The New York Times reported that Donald Trump is considering appointing Alice Marie Johnson, a former prisoner pardoned by him in 2018, as “pardon czar”. This means she would be put in charge of the sensitive field of clemency grants.
In 1996, Johnson was locked up in an Alabama federal prison after being sentenced to life in prison for nonviolent drug offenses, cocaine possession and money laundering. A single mother of five, she was arrested in 1993 as part of an operation that transported cocaine from Houston to Memphis, relaying coded messages among conspirators.
She was given a life sentence without parole, even though she had never personally sold drugs. The sentence against Johnson, an African American, was seen as decidedly disproportionate by public opinion.
It was Kim Kardashian, in 2018, who brought the Memphis-born woman’s case to Trump’s attention at a meeting organized by Jared Kushner, the MAGA leader’s son-in-law. A week later, Trump, at the time in his first term in the White House, commuted Johnson’s sentence; she had recently turned 63. In 2020, during the election campaign, he finally granted Johnson a full pardon, thus erasing her previous conviction from her criminal record.
However, the Johnson case shows how Trump’s approach to justice is full of contradictions.
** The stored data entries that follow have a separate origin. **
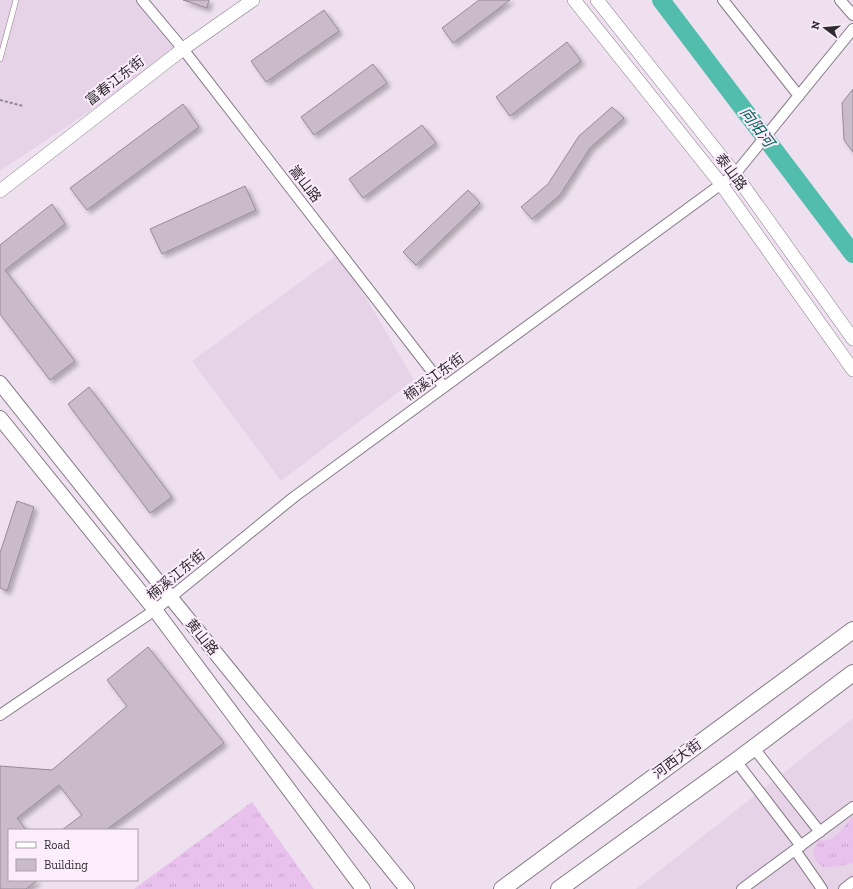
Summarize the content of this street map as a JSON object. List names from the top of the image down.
{
  "streets": {
    "main road": ["黄山路", "河西大街"],
    "street": [
      "富春江东街",
      "泰山路",
      "嵩山路",
      "楠溪江东街"
    ]
  },
  "crossings": [
    ["富春江东街", "嵩山路"],
    ["泰山路", "楠溪江东街"],
    ["嵩山路", "楠溪江东街"],
    ["楠溪江东街", "黄山路"]
  ],
  "water": ["向阳河"],
  "legend": ["Road", "Building"],
  "north": "left"
}
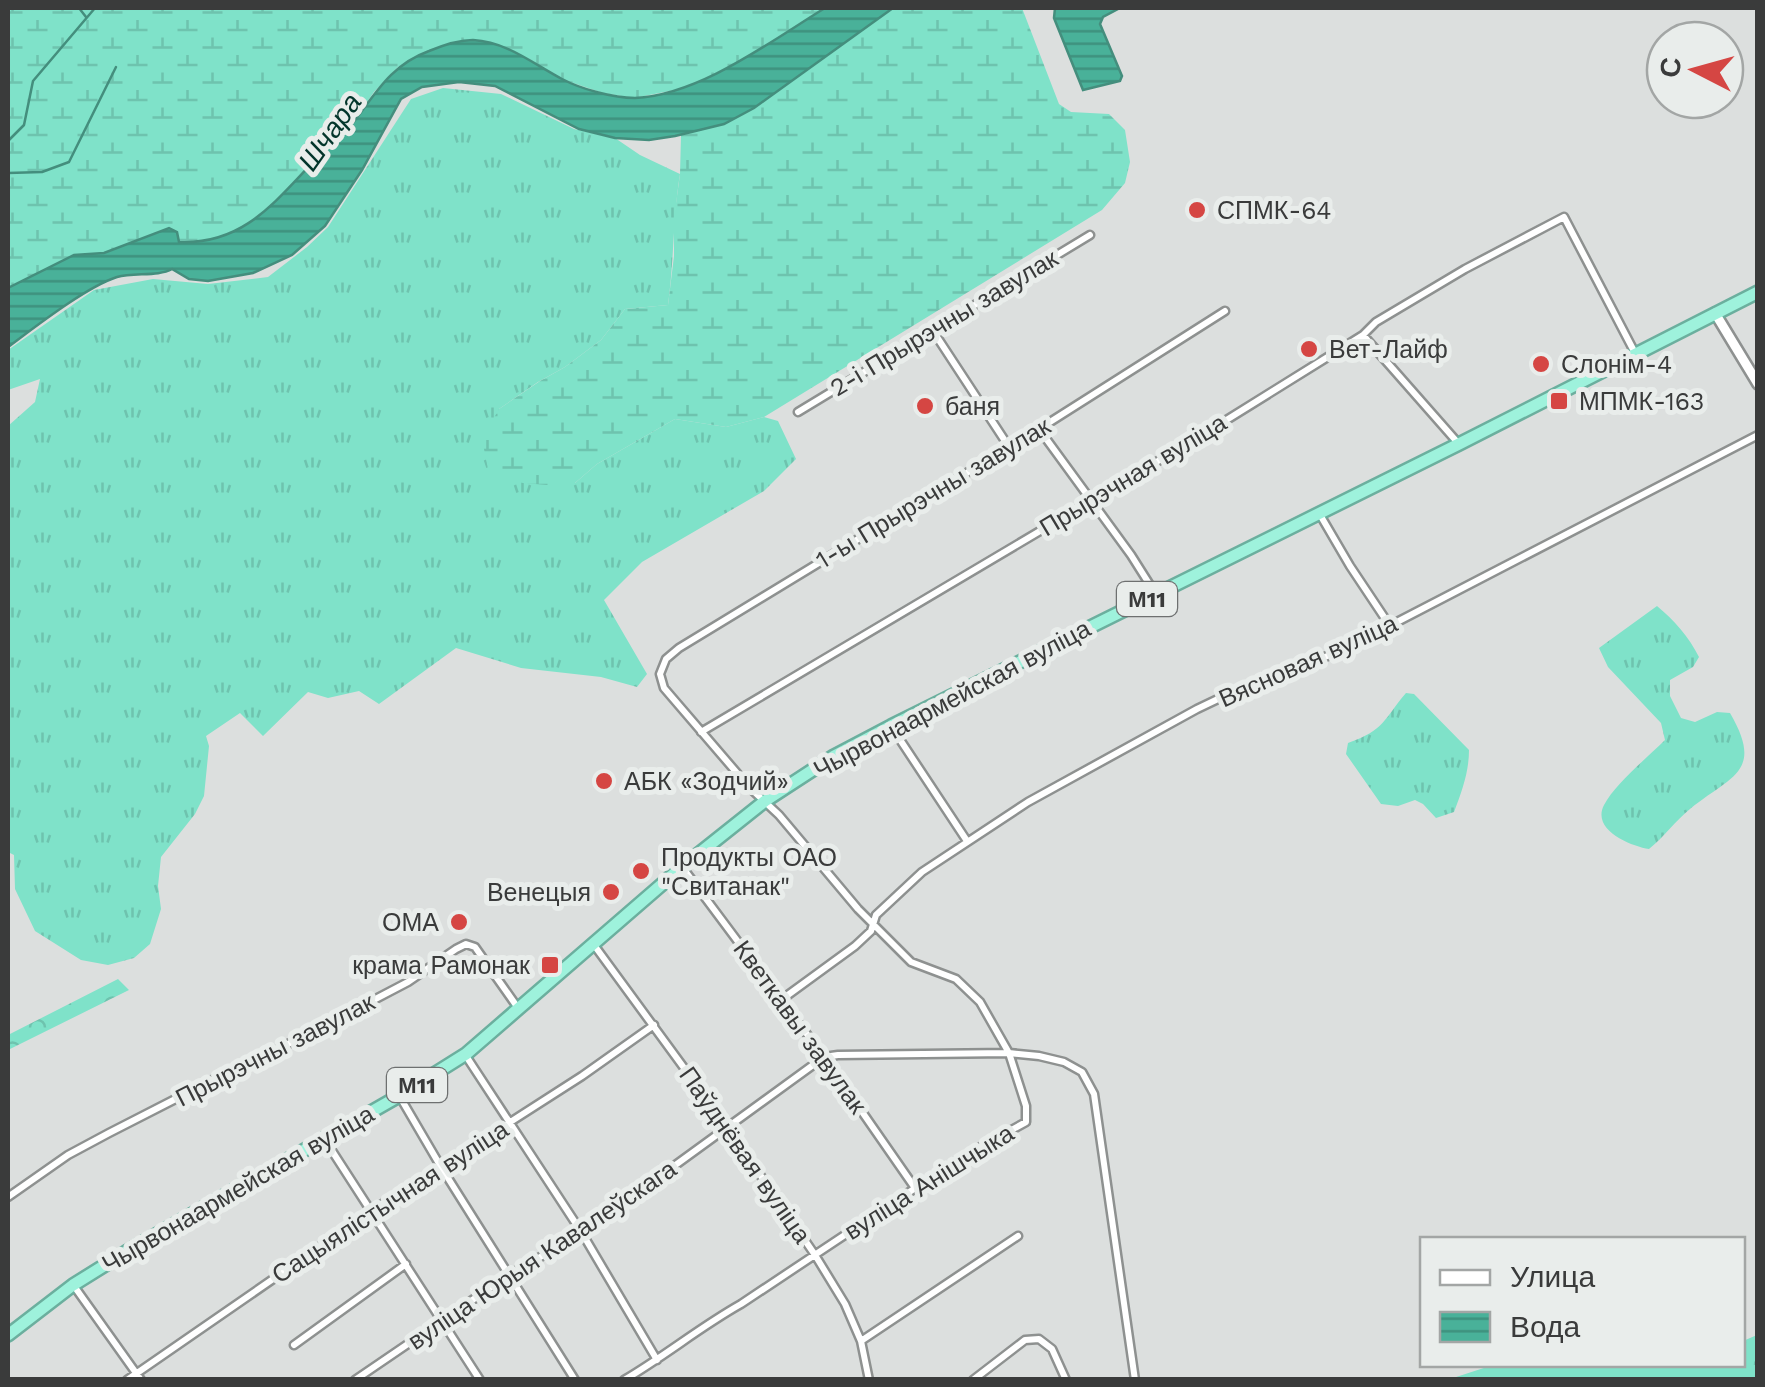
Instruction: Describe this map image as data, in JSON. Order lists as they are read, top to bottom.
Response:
{
  "streets": {
    "highway": ["М11", "Чырвонаармейская вуліца"],
    "street": [
      "2-і Прырэчны завулак",
      "Прырэчная вуліца",
      "1-ы Прырэчны завулак",
      "Вясновая вуліца",
      "Кветкавы завулак",
      "Прырэчны завулак",
      "Паўднёвая вуліца",
      "вуліца Анішчыка",
      "Сацыялістычная вуліца",
      "вуліца Юрыя Кавалеўскага"
    ]
  },
  "crossings": [
    ["Прырэчная вуліца", "Чырвонаармейская вуліца"],
    ["Прырэчная вуліца", "вуліца Анішчыка"],
    ["1-ы Прырэчны завулак", "вуліца Анішчыка"],
    ["Вясновая вуліца", "Кветкавы завулак"],
    ["Вясновая вуліца", "вуліца Анішчыка"],
    ["Чырвонаармейская вуліца", "Кветкавы завулак"],
    ["Чырвонаармейская вуліца", "Прырэчны завулак"],
    ["Чырвонаармейская вуліца", "Паўднёвая вуліца"],
    ["Чырвонаармейская вуліца", "вуліца Анішчыка"],
    ["Кветкавы завулак", "вуліца Анішчыка"],
    ["Кветкавы завулак", "вуліца Юрыя Кавалеўскага"],
    ["Паўднёвая вуліца", "вуліца Анішчыка"],
    ["Паўднёвая вуліца", "Сацыялістычная вуліца"],
    ["Паўднёвая вуліца", "вуліца Юрыя Кавалеўскага"]
  ],
  "water": ["Шчара"],
  "places": {
    "other": [
      "СПМК-64",
      "Вет-Лайф",
      "Слонім-4",
      "баня",
      "АБК «Зодчий»",
      "Продукты ОАО \"Свитанак\"",
      "Венецыя",
      "ОМА"
    ],
    "transit": ["МПМК-163", "крама Рамонак"]
  },
  "legend": ["Улица", "Вода"],
  "north": "left"
}
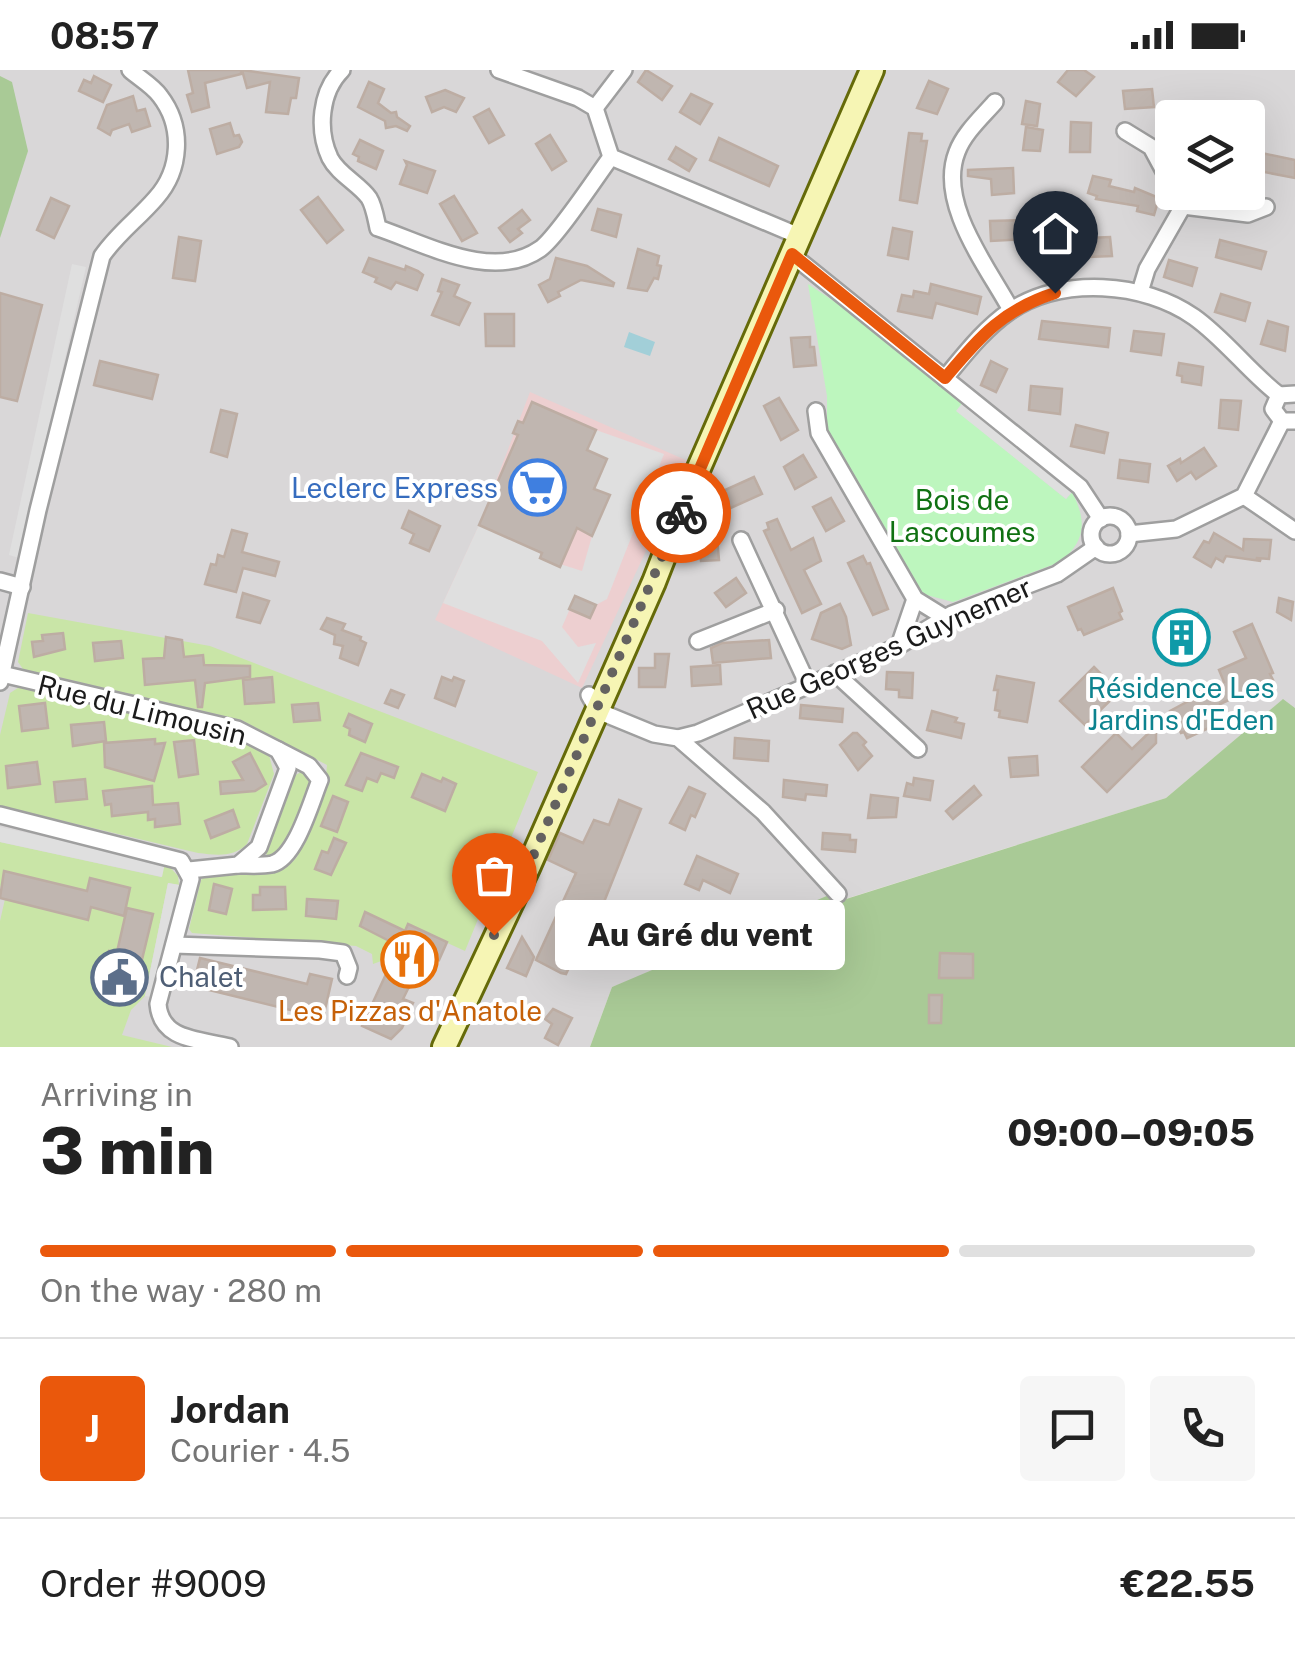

The MAGA leader signed the First Step Act, which aimed to reduce prison sentences for certain nonviolent drug offenses, yet he later privately revealed to his advisers that he regretted it.
During his 2024 campaign, he called for shooting thieves who rob pharmacies and imposing the death penalty on drug traffickers and dealers. Then, in one of his first acts as president, he pardoned nearly all 1,600 people accused of taking part in the Jan. 6, 2021 Capitol Hill riot.
For her part, in a November 2024 TV interview, Ms. Johnson said that after her release she personally submitted more than 100 petitions to the White House after Trump asked her to compile a list of people she felt deserved clemency.
Reportedly, Trump has still not made a final decision, but is said to be considering the choice.